You have to run this after installing:
sudo usermod -a -G video <username>
sudo usermod -a -G render <username>

You can use radeontop to view the GPU utilization. 
sudo apt-get install -y radeontop
radeontop -c 

Check the RoCm version with:
apt show rocm-libs -a 

The Maintainers are: ROCm Libs Support <rocm-libs.support@amd.com>.

Only after installing ROCm should PyTorch be installed.

pip install torch==2.0.1 torchvision==0.15.2 torchaudio==2.0.2 --index-url https://download.pytorch.org/whl/rocm5.4.2 

Test it

It's named CUDA here, but is basically checking if the program is able to detect the APU/GPU via ROCm.

import torch.cuda
print(f'CUDA available? : {torch.cuda.is_available()}')

If successful, the output should look like this: 

CUDA available? : True
 

Also try this program:

import torch, grp, pwd, os, subprocess
devices = []
try:
    print("\n\nChecking ROCM support...")
    result = subprocess.run(['rocminfo'], stdout=subprocess.PIPE)
    cmd_str = result.stdout.decode('utf-8')
    cmd_split = cmd_str.split('Agent ')
    for part in cmd_split:
        item_single = part[0:1]
        item_double = part[0:2]
        if item_single.isnumeric() or item_double.isnumeric():
            new_split = cmd_str.split('Agent '+item_double)
            device = new_split[1].split('Marketing Name:')[0].replace('  Name:                    ', '').replace('\n','').replace('                  ','').split('Uuid:')[0].split('*******')[1]
            devices.append(device)
    if len(devices) > 0:
        print('GOOD: ROCM devices found: ', len(devices))
    else:
        print('BAD: No ROCM devices found.')

    print("Checking PyTorch...")
    x = torch.rand(5, 3)
    has_torch = False
    len_x = len(x)
    if len_x == 5:
        has_torch = True
        for i in x:
            if len(i) == 3:
                has_torch = True
            else:
                has_torch = False
    if has_torch:
        print('GOOD: PyTorch is working fine.')
    else:
        print('BAD: PyTorch is NOT working.')


    print("Checking user groups...")
    user = os.getlogin()
    groups = [g.gr_name for g in grp.getgrall() if user in g.gr_mem]
    gid = pwd.getpwnam(user).pw_gid
    groups.append(grp.getgrgid(gid).gr_name)
    if 'render' in groups and 'video' in groups:
        print('GOOD: The user', user, 'is in RENDER and VIDEO groups.')
    else:
        print('BAD: The user', user, 'is NOT in RENDER and VIDEO groups. This is necessary in order to PyTorch use HIP resources')

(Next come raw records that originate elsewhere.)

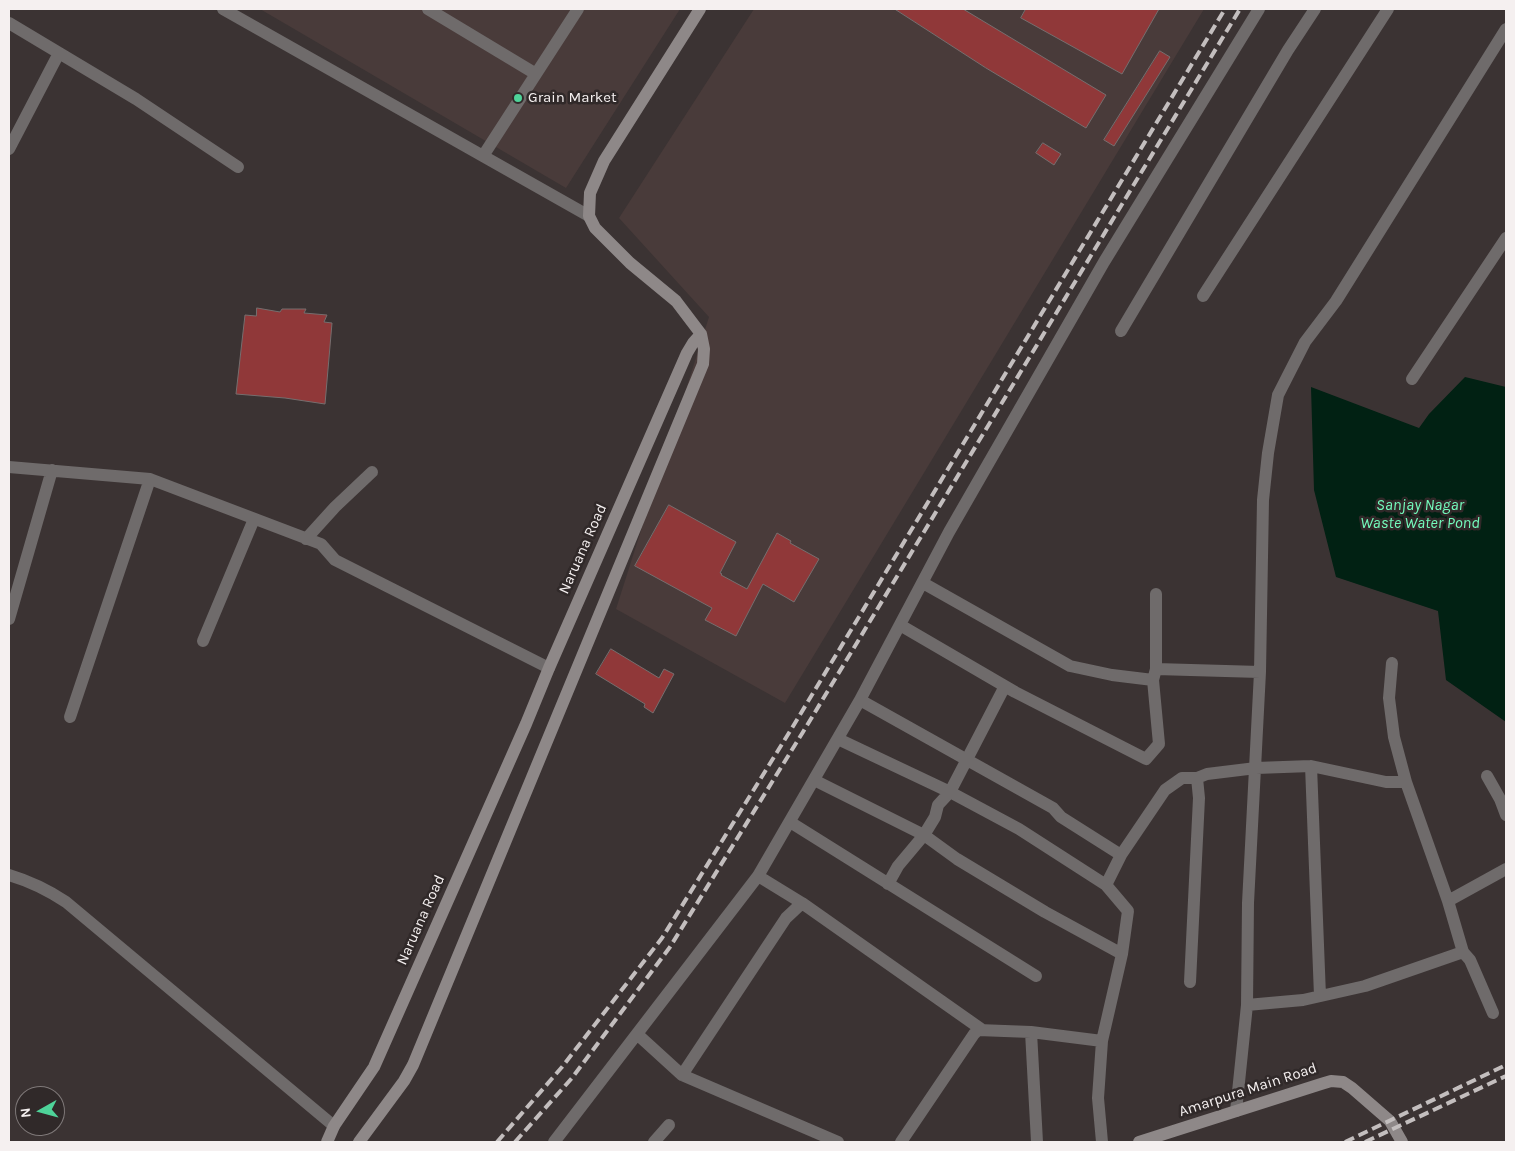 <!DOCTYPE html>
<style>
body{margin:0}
#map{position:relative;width:1515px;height:1151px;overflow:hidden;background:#3b3333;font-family:Karla,sans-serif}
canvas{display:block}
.frame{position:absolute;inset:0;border:10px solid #f5f0f0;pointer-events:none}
.north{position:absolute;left:15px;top:1086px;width:50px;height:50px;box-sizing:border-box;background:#302929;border:1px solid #7f7979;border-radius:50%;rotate:263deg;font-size:14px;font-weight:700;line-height:20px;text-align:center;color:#f5f0f0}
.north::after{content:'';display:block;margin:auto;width:18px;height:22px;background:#4ed399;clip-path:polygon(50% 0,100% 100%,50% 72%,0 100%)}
</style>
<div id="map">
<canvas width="1515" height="1151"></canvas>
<div class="frame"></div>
<div class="north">N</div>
</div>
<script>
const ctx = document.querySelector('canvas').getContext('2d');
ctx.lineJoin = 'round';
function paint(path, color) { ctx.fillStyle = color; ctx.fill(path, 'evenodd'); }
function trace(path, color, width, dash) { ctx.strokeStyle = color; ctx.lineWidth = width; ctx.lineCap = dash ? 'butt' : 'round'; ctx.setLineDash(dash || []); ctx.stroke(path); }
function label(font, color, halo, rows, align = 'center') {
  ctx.font = font + ' Karla,sans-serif'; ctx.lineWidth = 5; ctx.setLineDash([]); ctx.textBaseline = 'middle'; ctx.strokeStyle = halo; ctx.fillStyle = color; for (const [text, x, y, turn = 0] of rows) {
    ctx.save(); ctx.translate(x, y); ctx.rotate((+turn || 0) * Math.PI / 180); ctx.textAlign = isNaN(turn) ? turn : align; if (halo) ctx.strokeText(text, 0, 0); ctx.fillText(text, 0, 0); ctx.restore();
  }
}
const built = new Path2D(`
 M260,9H680L566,188Z
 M754,9H1204L785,703L616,609L709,317L619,218Z`);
const water = new Path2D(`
 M1465,377L1506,387V722L1446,680L1438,611L1336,577L1314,490L1311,387L1419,428L1429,414Z`);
const building = new Path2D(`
 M895,9H963L1106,95L1086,128L986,68Z
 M1026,9H1159L1122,74L1021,18Z
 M1160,51L1170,57L1114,146L1104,140Z
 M1043,143L1061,154L1054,165L1036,153Z
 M257,308L280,312L282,309H306L304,313L327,315L324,322L332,323L325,404L285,398L236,394L245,315L256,316Z
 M669,505L736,542L720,573L722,574L721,575L747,589L777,533L791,541L790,543L819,559L794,602L763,584L736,636L705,620L712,608L635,566Z
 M611,649L659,678L664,669L674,674L653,713L644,707L645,704L596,674Z`);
const street = new Path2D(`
 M223,9L589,216
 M428,9L536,74
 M9,23L136,99L238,167
 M9,149L59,53
 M483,156L578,9
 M1203,296L1388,9
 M1121,331L1288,50L1315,9
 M1412,379L1506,238
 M9,467L150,479L321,544L335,560L549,668
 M306,539L335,507L372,472
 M923,583L1070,666L1112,675L1153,680
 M9,619L52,470
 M900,625L1015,692L1146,759L1159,744L1153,680L1156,669L1260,672
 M203,641L254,519
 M1392,663L1389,698L1394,737L1406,782L1448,901L1463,952L1470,960L1493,1013
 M1156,669V594
 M860,700L1053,808L1061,817L1121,855
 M70,717L150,479
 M838,739L950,792L1019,829L1106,885
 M1311,766L1320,996
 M1487,776L1500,799L1506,815
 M814,780L924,835L957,859L1045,912L1122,954
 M790,822L1036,976
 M9,875C29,881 48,890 66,902L334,1126
 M758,876L802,903L981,1029
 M888,884L898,866L924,835L935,817L938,805L950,792L1005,686
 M1448,901L1506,869
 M802,903L786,918L682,1075L838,1142
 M1190,982L1199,798L1197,778
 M1247,1005L1303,1000L1365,986L1463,952
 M1031,1032L1037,1142
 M637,1034L682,1075
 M1236,1111L1247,1005L1248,903L1260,672L1263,500L1268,453L1278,395L1305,342L1336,301L1506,29
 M554,1142L758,876L860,700L949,532L1104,262L1259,9
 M654,1142L669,1125
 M901,1142L974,1034L978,1030L1031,1032L1102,1041
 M1102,1142L1098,1098L1102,1041L1122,954L1128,911L1106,885L1121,855L1165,790L1182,778H1197L1207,774L1256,768L1311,766L1386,782H1406`);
const secondary = new Path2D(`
 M327,1142L334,1126L374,1067L526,724L549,668L687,353L693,343L701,334
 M359,1142L404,1081L413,1065L703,364L704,349L701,334L676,301L630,263L595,228L589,216L590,193L604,161L700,9
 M1139,1142L1321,1084L1331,1081L1343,1082L1352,1088L1390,1121L1402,1142`);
const rail = new Path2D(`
 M497,1142L562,1067L662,938L792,728L1225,9
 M515,1142L572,1078L670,947L803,732L1240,9
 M1345,1142L1506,1065
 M1365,1142L1506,1076`);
const markers = [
 [518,98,5,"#4ed399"]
];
const poiNames = [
 ["Grain Market",528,98]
];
const streetNames = [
 ["Naruana Road",583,549,-66],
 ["Naruana Road",421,920,-66],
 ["Amarpura Main Road",1248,1090,-18]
];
const waterNames = [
 ["Sanjay Nagar",1420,505],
 ["Waste Water Pond",1420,523]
];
paint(built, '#493b3a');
paint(water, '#012113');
paint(building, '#903839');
trace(building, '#766e6e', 1);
trace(street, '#6f6b6b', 12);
trace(secondary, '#8e8888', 12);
trace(rail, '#c3bebe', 4, [10, 5]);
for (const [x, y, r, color] of markers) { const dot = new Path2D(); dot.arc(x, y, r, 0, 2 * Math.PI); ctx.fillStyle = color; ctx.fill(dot); trace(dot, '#302929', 2); }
label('15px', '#f5f0f0', '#302929', poiNames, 'left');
label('15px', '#f5f0f0', '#302929', streetNames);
label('italic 16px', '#74fcbd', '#302929', waterNames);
</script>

    if torch.cuda.is_available():
        print("GOOD: PyTorch ROCM support found.")
        t = torch.tensor([5, 5, 5], dtype=torch.int64, device='cuda')
        print('Testing PyTorch ROCM support...')
        if str(t) == "tensor([5, 5, 5], device='cuda:0')":
            print('Everything fine! You can run PyTorch code inside of: ')
            for device in devices:
                print('---> ', device)
    else:
        print("BAD: PyTorch ROCM support NOT found.")
except:
    print('Cannot find rocminfo command information. Unable to determine if AMDGPU drivers with ROCM support were installed.')

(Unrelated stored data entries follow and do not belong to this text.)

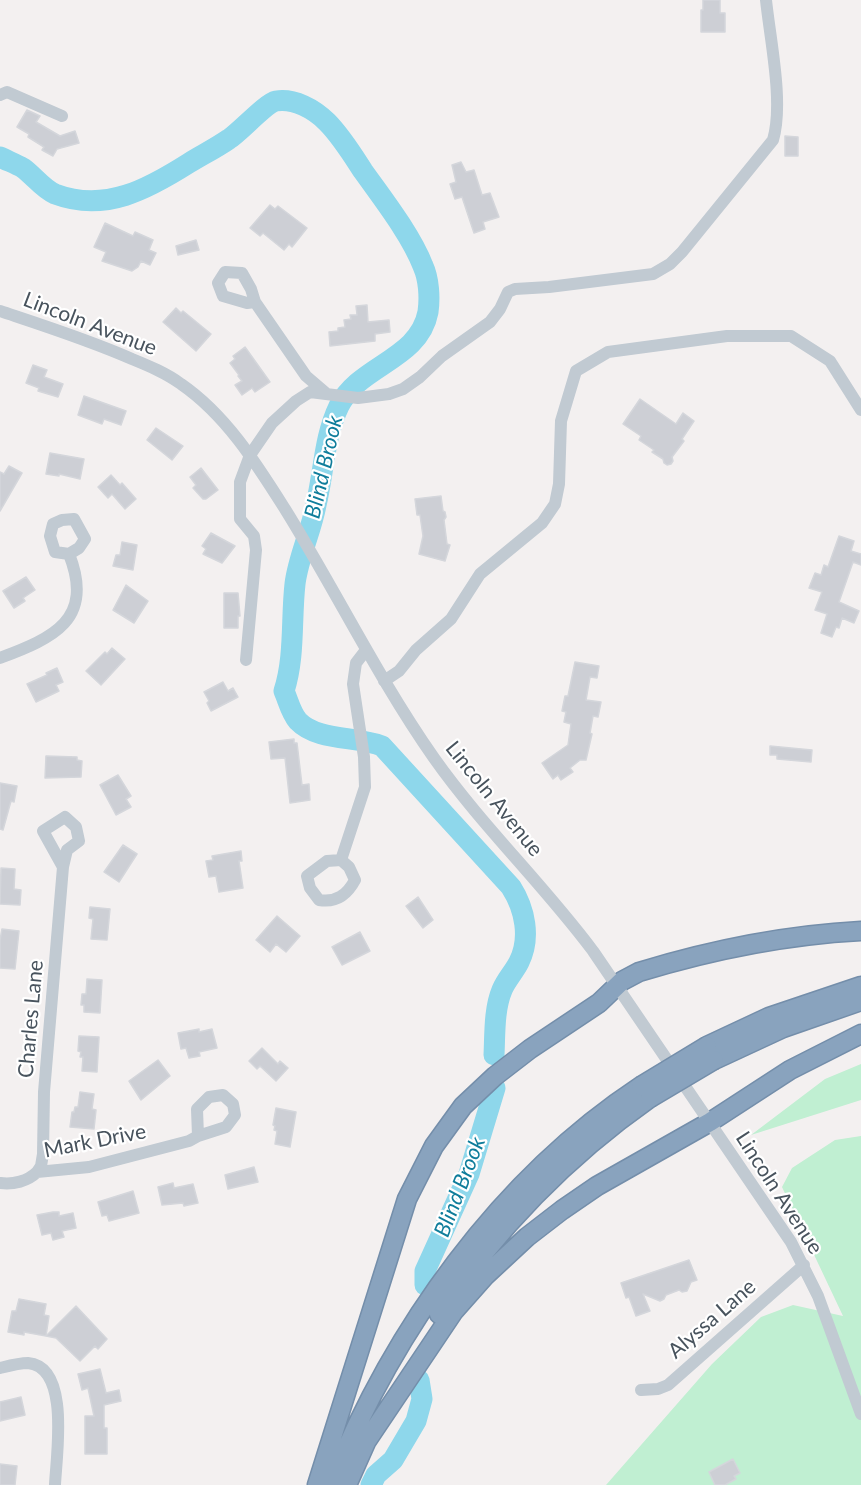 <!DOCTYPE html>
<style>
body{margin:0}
canvas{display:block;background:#f3f0f0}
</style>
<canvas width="861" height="1485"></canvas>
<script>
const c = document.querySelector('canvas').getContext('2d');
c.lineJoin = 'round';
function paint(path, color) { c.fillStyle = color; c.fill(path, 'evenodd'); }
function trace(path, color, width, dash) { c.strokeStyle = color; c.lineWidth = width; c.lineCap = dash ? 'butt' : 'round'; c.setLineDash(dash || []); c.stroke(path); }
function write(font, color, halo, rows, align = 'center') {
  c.font = font + ' Lato,sans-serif'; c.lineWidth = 4.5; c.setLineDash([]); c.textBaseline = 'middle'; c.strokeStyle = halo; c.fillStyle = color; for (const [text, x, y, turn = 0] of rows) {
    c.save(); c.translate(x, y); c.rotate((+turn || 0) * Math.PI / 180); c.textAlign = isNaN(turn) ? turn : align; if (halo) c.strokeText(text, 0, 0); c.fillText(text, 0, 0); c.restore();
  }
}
const green = new Path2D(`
 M861 1064V1100L751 1135 825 1079Z
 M861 1136V1485H606L712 1364 761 1317 793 1305 843 1316 782 1187 792 1168 835 1140Z`);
const river = new Path2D(`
 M0 157C8 161 16 164 23 168 34 176 43 189 55 194 105 213 148 189 189 163 202 155 216 148 229 139 240 132 266 103 276 101 294 98 314 109 327 122 341 136 352 154 363 171 383 199 411 235 423 266 429 279 430 298 428 312 419 360 359 365 339 406 324 437 324 472 316 505 311 532 298 558 295 584 291 619 295 657 284 691 288 700 291 713 298 721 317 741 356 736 382 746L511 887C525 909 531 938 519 962 514 972 506 980 502 990 494 1009 495 1034 494 1055
 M425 1285V1271L469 1174 495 1088
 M371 1485 376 1475 393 1460 416 1421 422 1399 419 1380`);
const building = new Path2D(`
 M703 0H720V13H725V32H701V10H703Z
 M27 110 40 116 36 122 60 136 75 131 79 143 57 149 53 156 42 150 44 147 28 137 29 134 17 127Z
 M785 136 798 137V156H785Z
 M461 162 466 172 474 170 482 195 490 193 499 217 483 222 485 229 474 233 462 197 455 199 450 184 456 182 452 165Z
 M270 205 275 209 278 206 307 228 292 247 289 244 284 250 263 233 260 236 250 228Z
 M105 223 133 236 135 232 153 240 149 250 156 253 150 265 141 261 138 267 132 271 102 261 106 252 94 247Z
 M196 240 199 250 178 255 176 246Z
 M367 305 368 322 389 320 390 332 375 334V341L330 346 329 332 338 331V328L345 327 344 320 351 319 350 315H357L356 306Z
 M176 308 181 313 183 311 211 334 196 351 163 322Z
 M245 347 270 382 255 392 252 388 242 395 235 385 242 381 238 376 239 375 230 363 235 359 233 356Z
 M33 365 47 370 44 377 63 384 58 397 38 391 39 388 26 383Z
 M84 396 126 411 121 425 104 419 102 424 78 415Z
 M640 399 676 424 683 413 694 421 682 439 684 441 672 457 673 461 671 464 667 465 664 463 663 459 652 452 654 450 639 440 641 436 623 424Z
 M156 428 183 446 172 460 147 440Z
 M50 453 84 459 80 479 59 474V476L46 474Z
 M9 466 22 473 0 511V472L4 474Z
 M201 468 218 490 206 499H203L193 488 196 485 190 477Z
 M111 475 120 485 122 483 136 499 125 509 112 494 108 498 98 487Z
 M441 496 443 511 445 512 446 517 444 520 447 544 450 545 445 561 419 554 423 536 420 515H417L415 499Z
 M211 533 235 546 222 563 203 554 206 549 202 546Z
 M839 536 854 541 851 551 861 554V565L853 562 839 602 859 611 854 623 842 618 839 628 836 627 832 637 821 633 827 614 815 610 822 592 809 588 815 573 821 575 824 565 828 567Z
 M122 542 137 545 133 570 113 566 116 555H120Z
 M26 577 35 590 23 598 25 601 14 608 3 591Z
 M126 585 148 601 134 623 113 610Z
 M224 593H238L240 616H238V628H224Z
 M112 648 125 659 101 685 86 671 105 652 107 654Z
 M575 662 599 666 597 678 590 677 586 700 601 702 598 717 593 716 590 733 592 734 586 760H580L570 768 573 772 561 780 558 775 553 779 542 763 568 745 571 724 564 722 566 712 562 711 565 696H568Z
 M57 668 63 682 56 685 59 691 36 702 27 684 47 675 46 673Z
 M223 682 228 691 233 688 238 697 211 711 207 703 209 701 204 692Z
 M294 739V743H297L302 785 309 784 310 800 290 803 285 758 271 759 269 742Z
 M770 746 812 750 811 762 777 759V755H770Z
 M46 756 77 757V760L82 761 81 777 45 778Z
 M118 775 131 796 126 799 131 807 116 815 100 785Z
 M0 783 17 786 14 802 11 801 3 830 0 829Z
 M123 845 137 854 119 882 104 872Z
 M241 851 242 861H239L243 888 219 892 216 876 209 877 206 861 213 860 212 856Z
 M1 868 15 869 14 889 21 890 20 905 0 904Z
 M418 897 433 920 423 928 406 906Z
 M90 907 110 909 107 940 91 939 93 919 89 918Z
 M277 916 300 936 286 952 276 944 270 952 256 940Z
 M2 929 19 931 15 969 0 968V940Z
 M360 932 370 951 342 965 332 947Z
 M87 979 102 980 100 1013 84 1012V1005H81L82 994H86Z
 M199 1029V1032L212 1029 217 1048 199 1052 200 1056 189 1058 186 1048 181 1049 178 1033Z
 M79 1036 99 1037 97 1072 82 1071 83 1057H80L81 1052 78 1051Z
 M262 1048 278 1064 280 1061 288 1068 276 1081 260 1066 257 1069 249 1061Z
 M158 1060 170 1076 141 1100 129 1081Z
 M80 1092 94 1094 92 1109 96 1110 94 1129 70 1127 72 1112H74L75 1107H78Z
 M276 1108 296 1112 290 1147 275 1144 277 1131 274 1130 275 1126 273 1125Z
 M254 1167 258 1182 228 1189 225 1175Z
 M173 1183 174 1188 193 1184 198 1203 184 1206 183 1203 162 1205 158 1187Z
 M133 1191 139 1213 109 1221 107 1215 102 1216 98 1202Z
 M53 1212H59V1216L73 1213 76 1228 62 1231 64 1237 53 1240 51 1233 42 1235 37 1215Z
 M689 1260 697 1280 691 1282 687 1291 682 1292 679 1290 666 1295 664 1299 660 1301 643 1294 650 1311 636 1316 629 1297 626 1298 621 1283Z
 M19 1299 46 1304 44 1315 49 1316 46 1336 24 1332V1335L8 1332 12 1311H16Z
 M76 1306 107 1339 98 1349 95 1346 80 1361 56 1338 46 1336Z
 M100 1369 106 1393 119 1390 121 1401 104 1405V1428H107V1454H85V1416H94L88 1388 82 1390 78 1374Z
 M21 1397 25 1415 0 1421V1402Z
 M733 1459 740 1473 734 1476 736 1479 725 1485H715L709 1472Z
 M0 1464 17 1466 15 1485H0Z`);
const minor = new Path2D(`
 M0 95 7 92 62 116
 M255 302 247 303 223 296 218 283 225 272 242 273 251 289 255 302 306 376 327 394
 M0 311C45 326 89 340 132 359 149 366 166 373 181 384 226 415 256 463 285 509 336 591 378 678 434 758 482 826 543 884 593 951L791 1242 818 1296 861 1414
 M74 519 85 539 79 548 69 554 55 552 50 536 53 524 62 520Z
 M0 658C53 638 95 620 69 554
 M246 660 256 550 254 536 240 519V482L250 455 272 423 296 401 310 392 358 398 389 394 403 389 420 377 442 356 490 322 500 309 508 292 515 289 549 287 653 274 670 264 682 252 773 140C784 103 770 39 766 0
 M384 681 399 671 416 650 451 619 480 574 542 523 555 504 559 484 561 421 576 371 608 352 727 336H791L830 361 861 410
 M341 860 327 861 307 876 310 888 319 900C336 903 347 895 355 880L349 867 341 860 365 787 364 757 353 684 356 663 366 650
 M37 1172 41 1166 43 1154 44 1092 63 867 43 831 65 817 76 827 79 841 67 850 63 867
 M0 1183C13 1185 28 1181 37 1172L89 1167 189 1141 198 1136 226 1127 235 1115 233 1104 223 1095 209 1097 197 1109 198 1136
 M0 1368C8 1366 19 1363 28 1363 71 1367 56 1457 55 1485
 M641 1390 658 1389 668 1385 804 1265`);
const highway = new Path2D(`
 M707 1046 769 1017 861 986
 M714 1060 783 1028 861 1001
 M439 1314C496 1229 566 1157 650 1098
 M366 1442 454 1311 485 1276 527 1237 562 1210 597 1186 710 1122 790 1070 861 1034
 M317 1485 407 1199 434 1146 463 1106 495 1076 530 1049 599 1003 622 981 639 972C711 950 786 935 861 931
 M331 1485C393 1329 500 1179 641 1086
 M347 1485 371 1431`);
const highwayBridge = new Path2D(`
 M641 1086 707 1046
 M650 1098 714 1060`);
const streetNames = [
 ["Lincoln Avenue",90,324,21],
 ["Lincoln Avenue",494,799,51],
 ["Charles Lane",31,1019,-85],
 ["Mark Drive",95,1141,-11],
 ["Lincoln Avenue",779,1193,57],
 ["Alyssa Lane",712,1319,-41]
];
const waterNames = [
 ["Blind Brook",324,467,-77],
 ["Blind Brook",460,1187,-69]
];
paint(green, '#c0efd2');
trace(river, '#8ed7eb', 21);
paint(building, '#cdcfd5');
trace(building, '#d4d6db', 1.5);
trace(highway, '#748eaa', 21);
trace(minor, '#c1cad2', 12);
trace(highway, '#89a3be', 18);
trace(highwayBridge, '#748eaa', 21, []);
trace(highwayBridge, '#89a3be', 18);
write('21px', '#48535d', '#fff', streetNames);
write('italic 22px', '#0f7d9b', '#fff', waterNames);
</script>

The output should look like this:

Checking ROCM support...
GOOD: ROCM devices found:  2
Checking PyTorch...
GOOD: PyTorch is working fine.
Checking user groups...
GOOD: The user nav is in RENDER and VIDEO groups.
GOOD: PyTorch ROCM support found.
Testing PyTorch ROCM support...
Everything fine! You can run PyTorch code inside of: 
--->  AMD Ryzen 5 5600G with Radeon Graphics  
--->  gfx90c  

That's it. All the best with your GPU programming. Also take a look at the Mojo language for GPU programming.